For even if I saddened you by my letter, I do not regret writing it. Even if I did regret it–because it saddened you for a brief time–I now rejoice, not because you were dad but because your sadness led you to repent. You were saddened according to God so that you did not suffer damage from us. Sadness according to God produces repentance without regrets and leads to salvation; the sadness of the world, however, produces death. (2 Cor. 7:8-10)

St. Paul tells his readers in Corinth that he did not intend to make them sad or depressed but he is glad that their sorrow–depression?–led them to repent and correct themselves. Their sorrow proved to be life-giving; secular sorrow and depression leads the other way and results in death … metaphorical death if not literal death. Certainly, spiritual and emotional death. The sadness he provoked in the Corinthians was a good thing, finally. It was, as Fr. Alexander Schmemann calls it, a “bright sadness.”

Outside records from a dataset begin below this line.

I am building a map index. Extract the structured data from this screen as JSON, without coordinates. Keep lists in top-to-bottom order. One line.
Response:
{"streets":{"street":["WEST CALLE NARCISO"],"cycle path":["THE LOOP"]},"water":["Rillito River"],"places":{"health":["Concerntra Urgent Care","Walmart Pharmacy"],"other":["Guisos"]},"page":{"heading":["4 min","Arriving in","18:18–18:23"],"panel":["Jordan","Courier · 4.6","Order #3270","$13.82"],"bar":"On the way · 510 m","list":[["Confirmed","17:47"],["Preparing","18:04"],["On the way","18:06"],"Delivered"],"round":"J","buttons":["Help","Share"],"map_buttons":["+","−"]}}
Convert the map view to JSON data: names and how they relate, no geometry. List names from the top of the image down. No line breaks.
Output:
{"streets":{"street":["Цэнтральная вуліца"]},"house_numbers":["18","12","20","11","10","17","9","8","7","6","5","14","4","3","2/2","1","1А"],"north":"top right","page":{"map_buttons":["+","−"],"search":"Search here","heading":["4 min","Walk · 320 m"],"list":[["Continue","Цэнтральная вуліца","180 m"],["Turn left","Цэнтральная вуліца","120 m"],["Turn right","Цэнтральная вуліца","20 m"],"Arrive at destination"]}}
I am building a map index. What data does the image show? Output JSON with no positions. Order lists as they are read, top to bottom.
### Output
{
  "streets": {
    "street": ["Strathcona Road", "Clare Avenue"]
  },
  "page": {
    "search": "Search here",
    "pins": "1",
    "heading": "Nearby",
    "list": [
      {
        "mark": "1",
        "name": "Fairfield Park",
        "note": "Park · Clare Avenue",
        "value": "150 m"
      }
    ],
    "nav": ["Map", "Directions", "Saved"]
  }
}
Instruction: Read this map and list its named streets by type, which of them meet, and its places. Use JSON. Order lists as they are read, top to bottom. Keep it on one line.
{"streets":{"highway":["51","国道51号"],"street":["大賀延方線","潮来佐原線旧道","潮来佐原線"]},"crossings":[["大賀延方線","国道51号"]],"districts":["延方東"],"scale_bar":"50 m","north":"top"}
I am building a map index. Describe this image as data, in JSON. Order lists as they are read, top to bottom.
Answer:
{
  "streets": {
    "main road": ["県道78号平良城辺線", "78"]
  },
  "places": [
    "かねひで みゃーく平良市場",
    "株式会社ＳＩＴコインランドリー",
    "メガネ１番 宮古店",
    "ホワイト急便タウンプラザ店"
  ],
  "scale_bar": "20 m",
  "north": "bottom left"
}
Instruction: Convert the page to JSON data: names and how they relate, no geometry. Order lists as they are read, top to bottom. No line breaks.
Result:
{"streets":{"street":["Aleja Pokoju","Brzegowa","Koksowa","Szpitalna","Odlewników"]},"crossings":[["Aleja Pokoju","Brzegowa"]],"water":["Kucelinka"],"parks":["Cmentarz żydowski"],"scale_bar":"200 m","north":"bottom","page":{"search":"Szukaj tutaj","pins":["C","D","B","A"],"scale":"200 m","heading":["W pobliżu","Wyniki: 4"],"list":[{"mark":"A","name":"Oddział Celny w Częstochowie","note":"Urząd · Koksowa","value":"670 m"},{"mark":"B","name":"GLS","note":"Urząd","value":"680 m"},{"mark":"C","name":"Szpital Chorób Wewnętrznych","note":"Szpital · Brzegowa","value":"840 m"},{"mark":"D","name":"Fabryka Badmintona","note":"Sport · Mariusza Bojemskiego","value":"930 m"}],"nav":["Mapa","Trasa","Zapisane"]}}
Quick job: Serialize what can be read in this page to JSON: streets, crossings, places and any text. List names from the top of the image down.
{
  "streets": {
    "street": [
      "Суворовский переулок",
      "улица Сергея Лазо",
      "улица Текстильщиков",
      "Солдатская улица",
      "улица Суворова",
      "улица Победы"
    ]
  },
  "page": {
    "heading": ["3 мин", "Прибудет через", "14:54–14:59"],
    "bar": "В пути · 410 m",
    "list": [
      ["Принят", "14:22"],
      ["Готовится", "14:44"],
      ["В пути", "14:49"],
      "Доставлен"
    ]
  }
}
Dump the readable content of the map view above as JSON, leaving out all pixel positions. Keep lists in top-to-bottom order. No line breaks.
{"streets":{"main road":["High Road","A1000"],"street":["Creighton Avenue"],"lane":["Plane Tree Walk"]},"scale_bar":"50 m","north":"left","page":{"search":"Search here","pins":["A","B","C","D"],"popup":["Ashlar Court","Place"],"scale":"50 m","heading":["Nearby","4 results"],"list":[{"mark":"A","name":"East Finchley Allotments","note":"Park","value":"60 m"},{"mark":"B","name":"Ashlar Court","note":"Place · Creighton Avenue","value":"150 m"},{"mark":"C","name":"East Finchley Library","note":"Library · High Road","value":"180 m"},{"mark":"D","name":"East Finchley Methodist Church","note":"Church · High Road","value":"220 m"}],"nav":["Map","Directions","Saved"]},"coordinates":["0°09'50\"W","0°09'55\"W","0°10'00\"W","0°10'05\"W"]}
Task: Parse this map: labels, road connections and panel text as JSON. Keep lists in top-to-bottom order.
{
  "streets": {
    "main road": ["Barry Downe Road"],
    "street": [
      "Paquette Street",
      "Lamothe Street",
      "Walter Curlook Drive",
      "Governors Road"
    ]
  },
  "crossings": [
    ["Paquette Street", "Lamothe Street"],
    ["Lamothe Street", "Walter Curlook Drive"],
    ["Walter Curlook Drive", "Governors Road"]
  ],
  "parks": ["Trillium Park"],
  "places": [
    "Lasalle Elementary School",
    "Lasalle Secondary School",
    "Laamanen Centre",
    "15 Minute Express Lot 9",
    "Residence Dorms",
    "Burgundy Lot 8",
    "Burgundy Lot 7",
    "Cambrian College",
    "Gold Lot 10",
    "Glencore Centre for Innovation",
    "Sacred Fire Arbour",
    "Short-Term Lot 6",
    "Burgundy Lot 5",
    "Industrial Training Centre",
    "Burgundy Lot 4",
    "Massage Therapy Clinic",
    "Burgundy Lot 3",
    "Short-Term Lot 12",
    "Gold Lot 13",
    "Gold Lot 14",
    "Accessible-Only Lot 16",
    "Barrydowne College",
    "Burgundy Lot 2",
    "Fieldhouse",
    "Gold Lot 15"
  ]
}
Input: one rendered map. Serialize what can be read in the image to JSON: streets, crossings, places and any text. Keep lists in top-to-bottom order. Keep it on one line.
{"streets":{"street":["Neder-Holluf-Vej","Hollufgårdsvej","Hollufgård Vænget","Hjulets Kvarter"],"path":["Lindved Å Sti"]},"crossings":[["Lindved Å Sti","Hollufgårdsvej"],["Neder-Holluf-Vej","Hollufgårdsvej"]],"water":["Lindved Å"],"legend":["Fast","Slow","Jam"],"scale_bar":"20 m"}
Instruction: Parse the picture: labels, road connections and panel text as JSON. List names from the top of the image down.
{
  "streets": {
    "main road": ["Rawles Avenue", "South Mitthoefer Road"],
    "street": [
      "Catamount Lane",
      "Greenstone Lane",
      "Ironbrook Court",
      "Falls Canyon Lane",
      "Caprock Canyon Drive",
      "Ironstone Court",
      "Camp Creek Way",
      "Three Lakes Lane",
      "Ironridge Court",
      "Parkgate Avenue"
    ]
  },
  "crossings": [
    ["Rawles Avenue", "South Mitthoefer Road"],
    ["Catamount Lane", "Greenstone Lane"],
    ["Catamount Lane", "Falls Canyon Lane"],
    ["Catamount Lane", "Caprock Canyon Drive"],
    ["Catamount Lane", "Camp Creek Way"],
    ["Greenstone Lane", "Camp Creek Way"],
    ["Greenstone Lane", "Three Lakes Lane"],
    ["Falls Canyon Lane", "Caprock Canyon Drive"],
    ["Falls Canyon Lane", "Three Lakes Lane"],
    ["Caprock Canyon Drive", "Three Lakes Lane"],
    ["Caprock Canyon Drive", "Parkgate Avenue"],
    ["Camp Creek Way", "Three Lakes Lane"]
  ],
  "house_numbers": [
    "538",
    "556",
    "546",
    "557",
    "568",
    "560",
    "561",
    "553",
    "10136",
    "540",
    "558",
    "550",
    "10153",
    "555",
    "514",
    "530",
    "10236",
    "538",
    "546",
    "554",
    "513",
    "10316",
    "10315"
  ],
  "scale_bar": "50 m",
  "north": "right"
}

The person who is sad with a Godly sorrow repents for his sins; sorrow because of one’s iniquity produces justice. First, let what you are displease you so that you may be able to become what you want to be …. Will you, my brethren, ever find dung in a pile of sifted wheat or flour? Nevertheless, the wheat or flour is beautiful because of the dung; the foulness was the path to a beautiful result.

St. Augustine of Hippo, Easter Sermon 254.2

Sin gave birth to pain; pain destroys sin. Just as a worm is born by a tree consumes the very same tree, likewise pain, which is born of sin, kills sin when it is supplied by repentance …. Pain is good for those who repent sincerely. Mourn for the sin so that you do not lament the punishment.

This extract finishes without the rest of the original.